(Collected data)
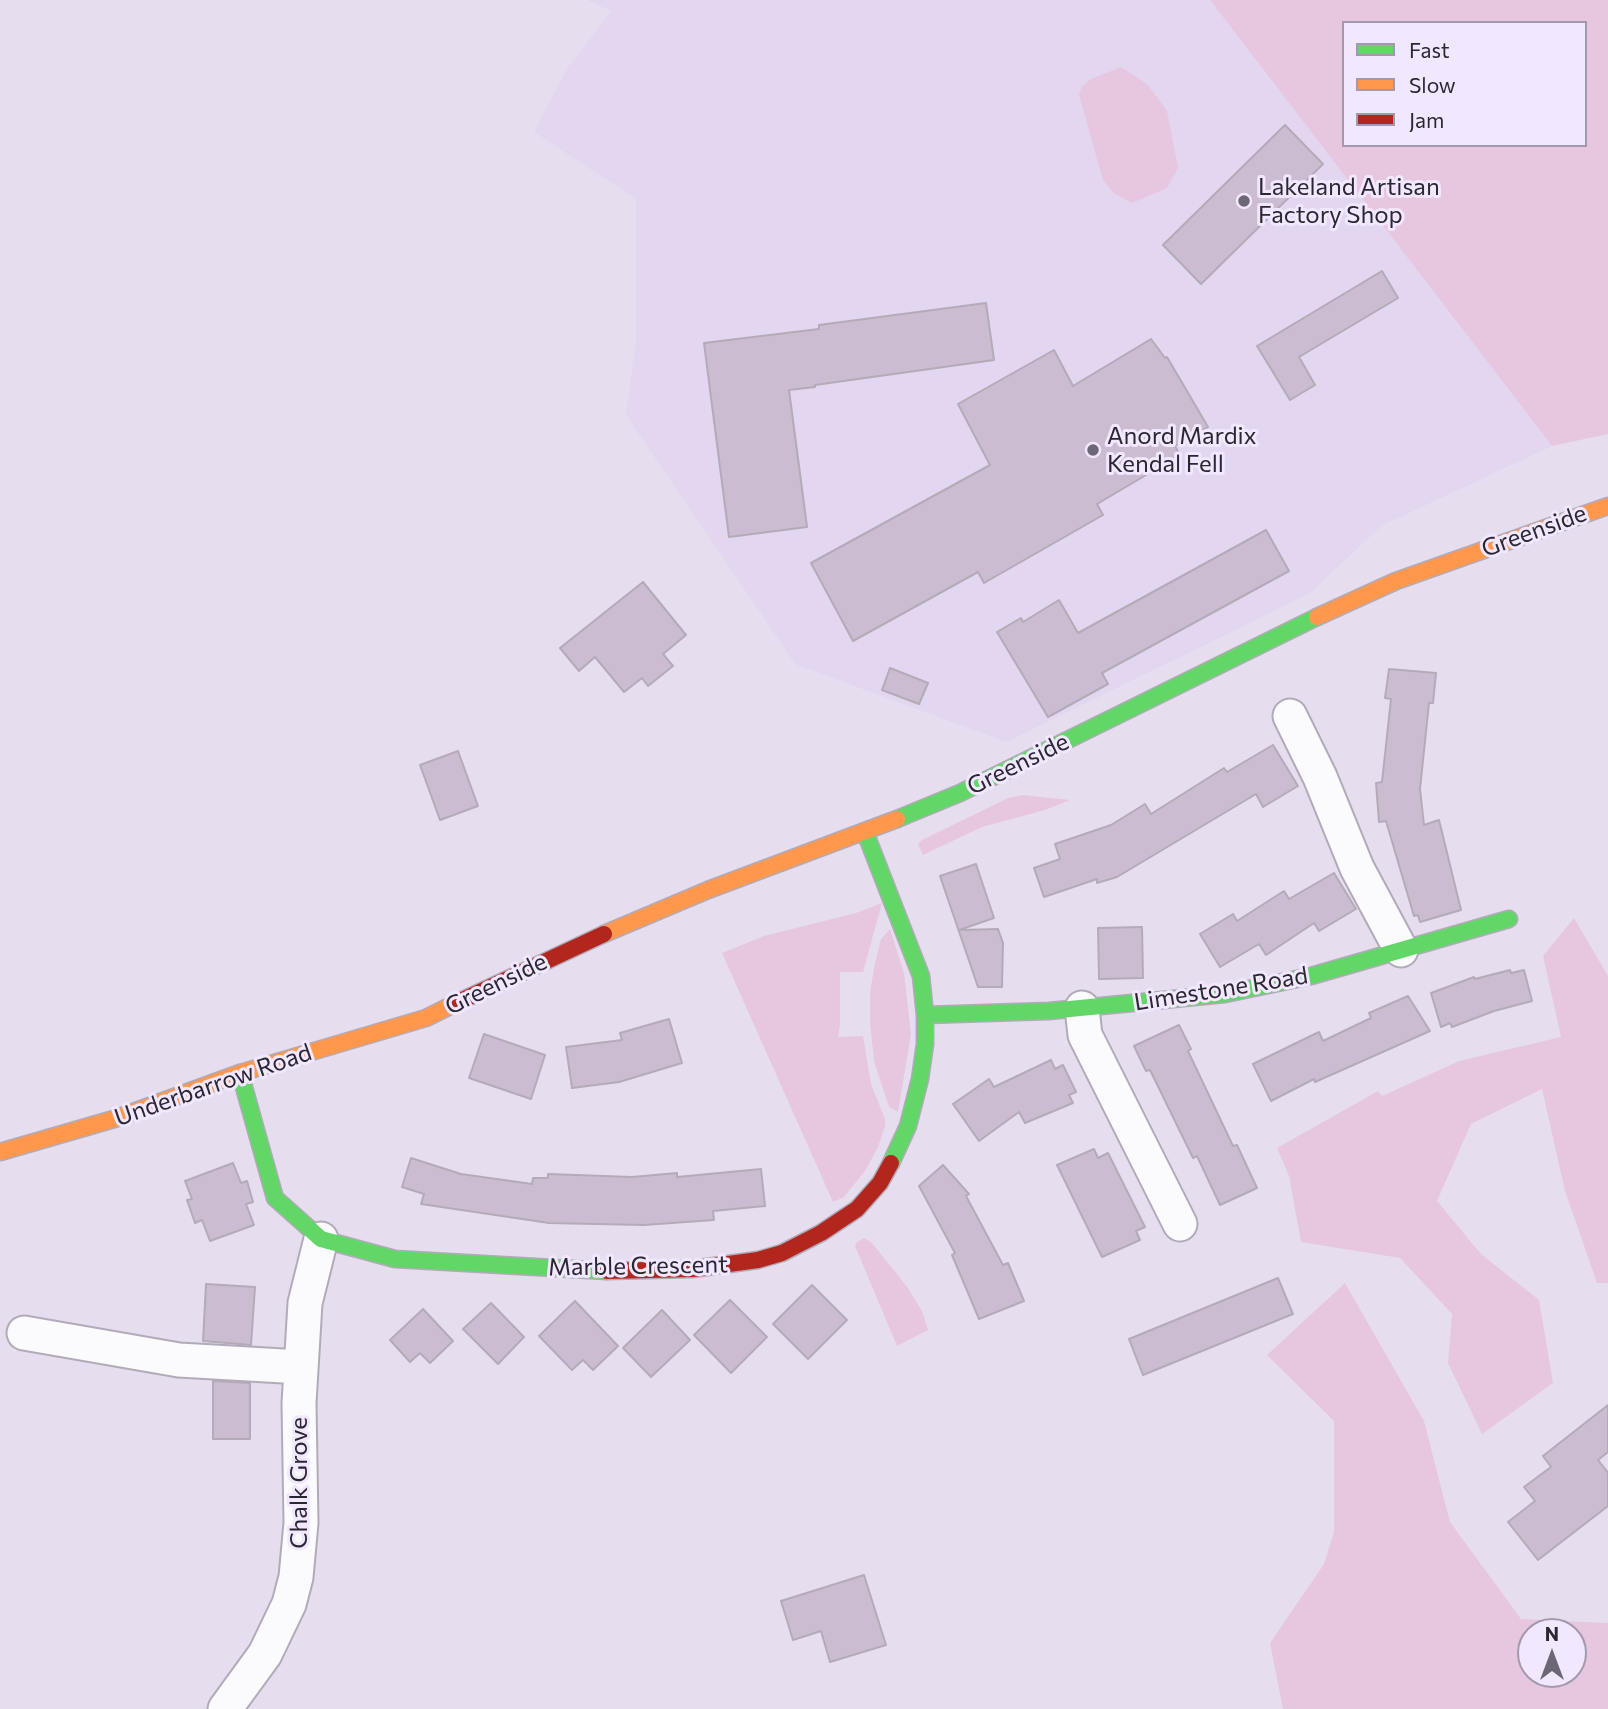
<!DOCTYPE html>
<html>
<head>
<meta charset="utf-8">
<style>
  body { margin:0 }
  #map { position:relative; width:1608px; height:1709px; overflow:hidden; background:#e6deef; font-family:Commissioner,sans-serif }
  canvas { display:block }
  .legend { position:absolute; left:1342px; top:21px; width:245px; height:126px; box-sizing:border-box; background:#f1e7fe; border:2px solid #a29aac; margin:0; padding:9px 12px; list-style:none; font-size:21px; color:#2b2731 }
  .legend li { display:flex; align-items:center; gap:14px; height:35px }
  .legend b { width:35px; border:2px solid #a29aac }
  .north { position:absolute; left:1517px; top:1618px; width:70px; height:70px; box-sizing:border-box; background:#f1e7fe; border:2px solid #a29aac; border-radius:50%; rotate:0deg; font-size:19px; font-weight:700; line-height:28px; text-align:center; color:#2b2731 }
  .north::after { content:''; display:block; margin:auto; width:24px; height:32px; background:#6c6774; clip-path:polygon(50% 0,100% 100%,50% 72%,0 100%) }
</style>
</head>
<body>
<div id="map">
<canvas width="1608" height="1709"></canvas>
<ul class="legend">
<li><b style="height:9px;background:#63d668"></b>Fast</li>
<li><b style="height:9px;background:#ff974d"></b>Slow</li>
<li><b style="height:9px;background:#b3261e"></b>Jam</li>
</ul>
<div class="north">N</div>
</div>
<script>
const ctx = document.querySelector('canvas').getContext('2d');
ctx.lineJoin = 'round';
function paint(path, color) { ctx.fillStyle = color; ctx.fill(path, 'evenodd'); }
const toPath = rows => new Path2D(rows.map(r => 'M' + r).join(''));
function strokePath(path, color, width, dash) { ctx.strokeStyle = color; ctx.lineWidth = width; ctx.lineCap = dash ? 'butt' : 'round'; ctx.setLineDash(dash || []); ctx.stroke(path); }
function drawText(font, color, halo, rows, align = 'center') {
  ctx.font = font + ' Commissioner,sans-serif'; ctx.lineWidth = 6; ctx.setLineDash([]); ctx.textBaseline = 'middle'; ctx.strokeStyle = halo; ctx.fillStyle = color; for (const [text, x, y, turn = 0] of rows) {
    ctx.save(); ctx.translate(x, y); ctx.rotate((+turn || 0) * Math.PI / 180); ctx.textAlign = isNaN(turn) ? turn : align; if (halo) ctx.strokeText(text, 0, 0); ctx.fillText(text, 0, 0); ctx.restore();
  }
}
paint(toPath([
  [587,0,1210,0,1552,446,1381,526,1309,594,1006,742,795,664,626,415,636,340,636,199,534,132,568,67,611,11]
]), '#e2d6f1');
paint(toPath([
  [1210,0,1608,0,1608,434,1552,446],
  [1344,23,1585,23,1585,145,1344,145],
  [1121,67,1148,85,1167,111,1178,168,1167,188,1132,203,1115,194,1103,180,1079,95,1082,86,1091,79],
  [1023,795,1070,800,1045,810,982,827,923,855,918,844,922,840,1008,798],
  [882,903,863,972,840,972,840,1025,838,1037,863,1036,871,1084,885,1119,885,1126,878,1147,865,1171,844,1197,833,1202,722,953,764,936,856,913],
  [1574,918,1608,976,1608,1283,1597,1283,1565,1191,1542,1089,1471,1124,1437,1201,1481,1254,1539,1300,1553,1383,1482,1434,1448,1363,1452,1314,1400,1258,1301,1242,1289,1176,1277,1148,1378,1091,1382,1096,1459,1061,1561,1037,1543,956],
  [890,929,904,973,911,1034,898,1112,889,1107,874,1061,870,1023,870,992,875,963,881,939],
  [864,1238,872,1243,908,1288,922,1311,928,1330,897,1346,855,1246,856,1243],
  [1345,1283,1424,1421,1450,1522,1521,1619,1608,1623,1608,1709,1283,1709,1270,1643,1324,1564,1334,1532,1334,1421,1267,1355],
  [1531,1632,1573,1632,1573,1674,1531,1674]
]), '#e7c7df');
const building = toPath([
  [1285,125,1323,164,1201,284,1163,245,1285,125],
  [1382,271,1398,298,1299,357,1315,385,1290,400,1257,346,1382,271],
  [986,303,994,360,815,385,815,387,789,390,807,527,729,537,704,343,819,329,819,325,986,303],
  [1151,339,1165,358,1167,357,1208,427,1175,446,1180,455,1097,504,1103,515,984,583,978,572,853,641,811,563,990,465,958,404,1054,350,1073,386,1151,339],
  [1266,530,1289,571,1102,673,1108,684,1048,717,997,632,1021,618,1023,622,1059,600,1078,633,1266,530],
  [643,582,686,635,663,654,673,666,648,686,642,678,624,692,595,657,579,671,560,648,643,582],
  [890,668,928,683,919,704,882,690,890,668],
  [1389,669,1436,673,1433,703,1429,703,1420,789,1424,825,1439,820,1461,910,1420,922,1418,915,1414,916,1386,821,1379,822,1376,783,1382,782,1391,699,1385,698,1389,669],
  [1273,745,1298,786,1263,807,1256,794,1117,877,1097,883,1097,879,1044,897,1034,868,1060,859,1055,844,1111,825,1145,804,1151,814,1224,768,1227,772,1273,745],
  [458,751,478,806,440,820,420,765,458,751],
  [976,864,994,918,959,930,998,929,1003,943,1002,987,978,987,940,876,976,864],
  [1334,873,1356,909,1319,931,1314,923,1266,955,1259,944,1220,967,1200,934,1233,914,1237,921,1284,891,1289,899,1334,873],
  [1142,927,1143,978,1099,979,1098,928,1142,927],
  [1510,970,1511,973,1524,970,1532,1001,1494,1011,1452,1027,1450,1023,1441,1027,1431,993,1474,977,1475,979,1510,970],
  [1408,996,1430,1031,1315,1082,1314,1079,1271,1101,1253,1064,1319,1032,1323,1041,1371,1018,1369,1013,1408,996],
  [669,1019,682,1063,619,1082,572,1088,566,1047,622,1040,620,1033,669,1019],
  [1179,1025,1191,1049,1188,1051,1233,1146,1237,1145,1257,1188,1220,1205,1197,1156,1193,1158,1150,1070,1146,1071,1134,1046,1179,1025],
  [484,1034,545,1055,531,1099,469,1078,484,1034],
  [1051,1060,1055,1069,1063,1065,1076,1092,1069,1095,1073,1103,1025,1123,1019,1112,979,1141,953,1104,989,1079,994,1087,1051,1060],
  [1094,1149,1098,1158,1108,1153,1145,1227,1136,1231,1140,1240,1102,1257,1057,1165,1094,1149],
  [411,1158,461,1174,532,1184,533,1178,548,1178,548,1174,632,1177,677,1173,677,1177,761,1169,765,1206,713,1211,714,1220,644,1225,549,1223,421,1204,424,1194,402,1187,411,1158],
  [233,1163,241,1183,247,1181,253,1202,246,1204,254,1225,210,1241,202,1220,195,1223,187,1200,192,1199,185,1181,233,1163],
  [943,1165,969,1194,966,1196,1003,1265,1008,1263,1024,1301,979,1319,952,1255,955,1253,919,1186,943,1165],
  [1278,1278,1293,1314,1143,1375,1129,1339,1278,1278],
  [206,1284,255,1287,251,1345,203,1341,206,1284],
  [812,1285,847,1320,808,1359,773,1324,812,1285],
  [730,1300,767,1337,731,1373,694,1335,730,1300],
  [575,1301,618,1346,593,1370,583,1360,572,1370,539,1336,575,1301],
  [491,1303,524,1337,498,1364,463,1329,491,1303],
  [423,1309,453,1341,430,1363,420,1353,410,1362,390,1340,423,1309],
  [662,1310,690,1340,651,1377,623,1348,662,1310],
  [213,1381,250,1383,250,1439,213,1439,213,1381],
  [1608,1405,1608,1452,1598,1460,1608,1473,1608,1506,1538,1560,1508,1522,1535,1501,1524,1487,1551,1467,1543,1456,1608,1405],
  [864,1575,886,1645,830,1662,821,1631,793,1640,781,1601,864,1575]
]);
paint(building, '#ccbcd1');
strokePath(building, '#b3abb7', 2);
const street = toPath([
  [1290,716,1320,777,1357,868,1401,950],
  [1082,1008,1085,1035,1180,1224],
  [24,1333,179,1360,301,1367],
  [225,1709,265,1654,289,1604,296,1577,301,1523,299,1403,305,1303,321,1239]
]);
const fast = toPath([
  [897,819,960,793,1317,617],
  [865,832,921,976,925,1015,925,1044,920,1079,908,1126,891,1163],
  [925,1015,1049,1011,1225,994,1311,976,1509,919],
  [240,1073,275,1198,321,1239,395,1259,607,1271]
]);
const slow = toPath([
  [1317,617,1396,581,1608,506],
  [604,934,708,890,897,819],
  [0,1152,114,1119,240,1073,426,1018,452,1005]
]);
const jam = toPath([
  [452,1005,604,934],
  [607,1271,692,1269,758,1260,782,1253,821,1233,857,1209,880,1183,891,1163]
]);
strokePath(street, '#b1abb9', 37);
strokePath(fast, '#b1abb9', 19);
strokePath(slow, '#b1abb9', 19);
strokePath(jam, '#b1abb9', 19);
strokePath(street, '#fbfafd', 33);
strokePath(fast, '#63d668', 16);
strokePath(slow, '#ff974d', 16);
strokePath(jam, '#b3261e', 16);
for (const [x, y, r, color] of [
  [1244,201,7,"#6c6774"],
  [1093,450,7,"#6c6774"]
]) { const dot = new Path2D(); dot.arc(x, y, r, 0, 2 * Math.PI); ctx.fillStyle = color; ctx.fill(dot); strokePath(dot, '#f1e7fe', 2.5); }
drawText('24px', '#2b2731', '#f1e7fe', [
  ["Lakeland Artisan",1258,187],
  ["Factory Shop",1258,215],
  ["Anord Mardix",1107,436],
  ["Kendal Fell",1107,464]
], 'left');
drawText('24px', '#2b2731', '#f1e7fe', [
  ["Greenside",1534,531,-20],
  ["Greenside",1018,764,-26],
  ["Greenside",496,984,-26],
  ["Limestone Road",1221,989,-9],
  ["Underbarrow Road",213,1085,-19],
  ["Marble Crescent",638,1266,-1],
  ["Chalk Grove",299,1483,-90]
]);
</script>
</body>
</html>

#### Problem requirements:
Gather every line from the entries above where the word "class" appears, and copy them.

#### Answer to this task:
<ul class="legend">
<div class="north">N</div>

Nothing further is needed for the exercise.